Plusieurs membres : À l’ordre ! à l’ordre !

Basire. Je ne crains pas que l’on m’accuse d’aimer les rois ; le premier, j’ai élevé la voix contre Louis XVI, et certes je ne serai pas le dernier à prononcer l’abolition de la royauté ; mais, citoyens, ce que je crains, ce que je redoute, c’est l’enthousiasme. Certes, il faut abolir la royauté ! Le peuple veut cette abolition ; il le faut ! Mais une décision de cette importance, que sans doute tous les peuples d’Europe prendront avec vous, mérite d’être précédée d’une discussion solennelle. (Murmures prolongés.)

Grégoire. Eh ! qu’est-il besoin de discuter quand tout le monde est d’accord ? Les rois sont dans l’ordre moral ce que les monstres sont dans l’ordre physique. Les Cours sont l’atelier du crime, le foyer de la corruption et la tanière des tyrans. L’histoire des rois est le martyrologe des nations. Dès que nous sommes tous également pénétrés de cette vérité, qu’est-il besoin de discuter ? Je demande que ma proposition soit mise aux voix, sauf à la rédiger ensuite avec un considérant digne de la solennité de ce décret. (Double salve d’applaudissements.)

Ducos, l’aîné. Le considérant de votre décret, ce sera l’histoire des crimes de Louis XVI, histoire déjà trop bien connue du peuple français. Nous devons le prononcer dans notre première séance ; le peuple l’a prononcé avant nous. (Applaudissements.) Je demande donc qu’il soit rédigé dans les termes les plus simples ; il n’a pas besoin d’explication après les lumières qu’a répandues la journée du 10 août.

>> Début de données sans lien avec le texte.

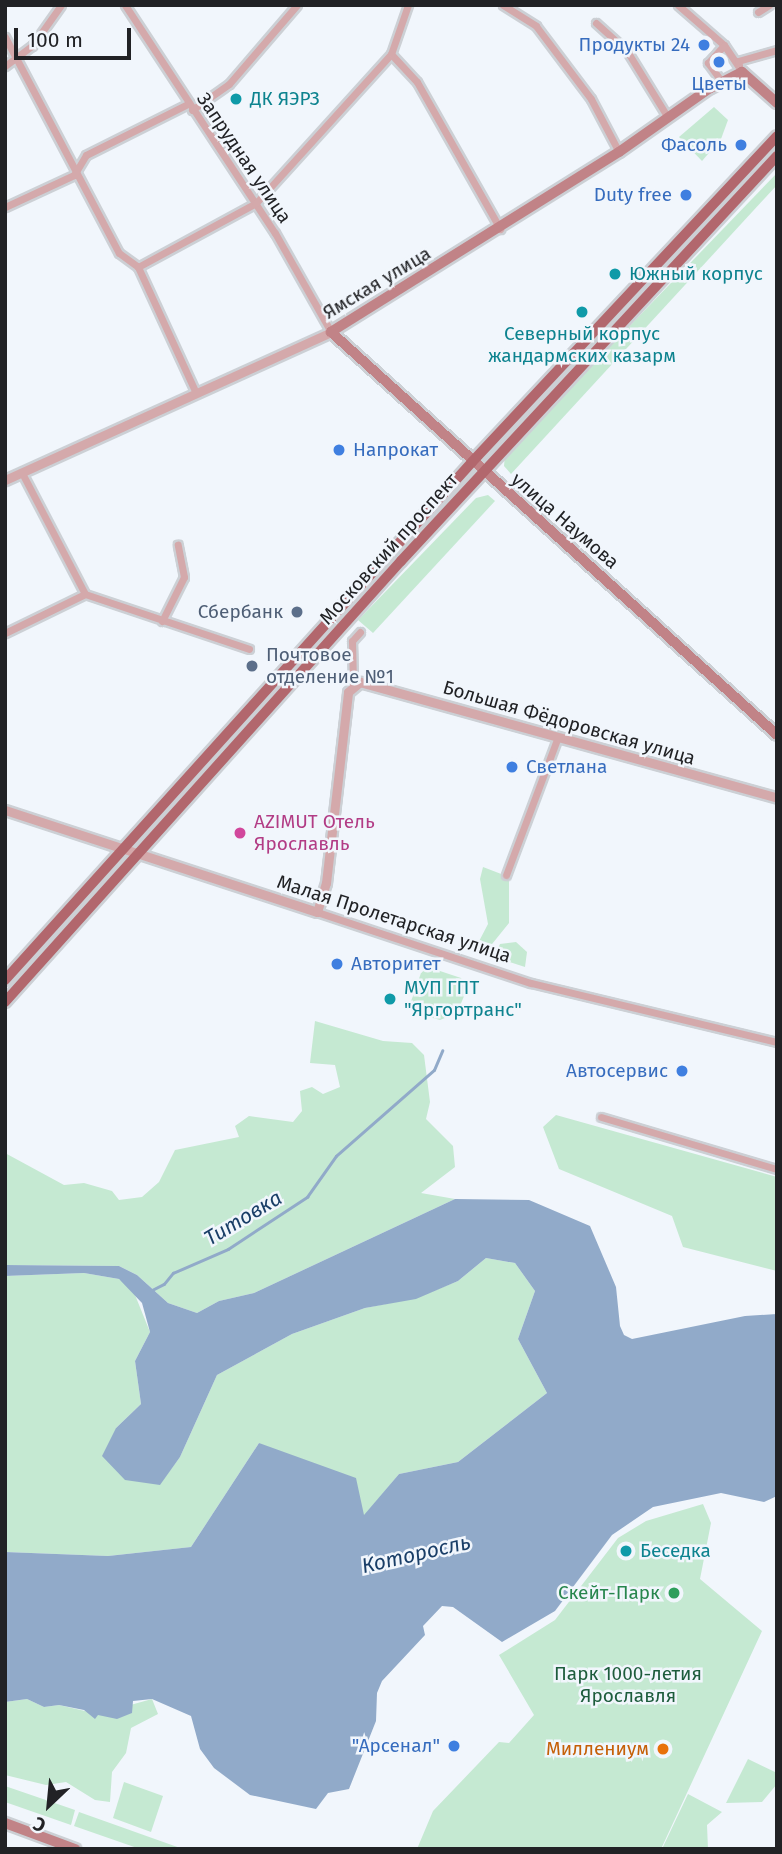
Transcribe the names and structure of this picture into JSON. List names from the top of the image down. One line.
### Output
{"streets":{"main road":["Ямская улица","улица Наумова","Московский проспект"],"street":["Запрудная улица","Большая Фёдоровская улица","Малая Пролетарская улица"]},"crossings":[["Запрудная улица","Ямская улица"],["Запрудная улица","улица Наумова"],["Ямская улица","улица Наумова"],["улица Наумова","Московский проспект"],["Московский проспект","Малая Пролетарская улица"]],"water":["Титовка","Которосль"],"parks":["Парк 1000-летия Ярославля"],"places":["Продукты 24","Цветы","ДК ЯЭРЗ","Фасоль","Duty free","Южный корпус","Северный корпус жандармских казарм","Напрокат","Сбербанк","Почтовое отделение №1","Светлана","AZIMUT Отель Ярославль","Авторитет","МУП ГПТ \"Яргортранс\"","Автосервис","Беседка","Скейт-Парк","\"Арсенал\"","Миллениум"],"scale_bar":"100 m","north":"bottom left"}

Billaud-Varenne et plusieurs autres membres : Appuyé ! appuyé !

Manuel. Le pacte social commence aujourd’hui ; quand le peuple commence un pacte social, il n’a pas de roi, puisque c’est lui qui les fait. Vous ne pouvez pas abolir la royauté ; elle n’existe pas. Mais vous pouvez déclarer que la nation ne veut pas de roi ; que la nation ne reconnaît pas de royauté. Ainsi, substituons au mot d’abolition un mot qui soit d’accord, et avec les principes, et avec nos sentiments profonds de haine. (Applaudissements.)

Un membre : Je demande que le premier qui sera assez lâche pour proposer un roi à sa patrie, soit condamné à mort.

D’autres membres : La clôture ! la clôture !

(L’Assemblée ferme la discussion.)

(Il se fait un profond silence.)

Le Président. Je mets aux voix la proposition de M. l’abbé Grégoire :

« La Convention nationale décrète que la royauté est abolie en France. »

(L’Assemblée décrète cette proposition à l’unanimité.)

(Des acclamations de joie, des cris de : Vive la nation ! répétés par tous les spectateurs se prolongent pendant plusieurs instants.)

Thuriot. Je demande de décréter que le procès-verbal de la séance sera envoyé aux départements et aux armées, par des courriers extraordinaires, et que le décret qui prononce l’abolition de la royauté sera proclamé solennellement demain par la municipalité de Paris, et, dans toutes les municipalités, le lendemain de la réception.

(L’Assemblée adopte la proposition de Thuriot.)

Rabaut de Saint-Étienne. Je propose pour célébrer un si mémorable événement que le canon soit tiré et que ce soir on illumine les rues de Paris.

Basire. Le peuple français aime trop ardemment la liberté pour qu’il soit nécessaire de l’exciter à témoigner sa joie lorsqu’on prononce la destruction de la tyrannie. Je réclame l’ordre du jour.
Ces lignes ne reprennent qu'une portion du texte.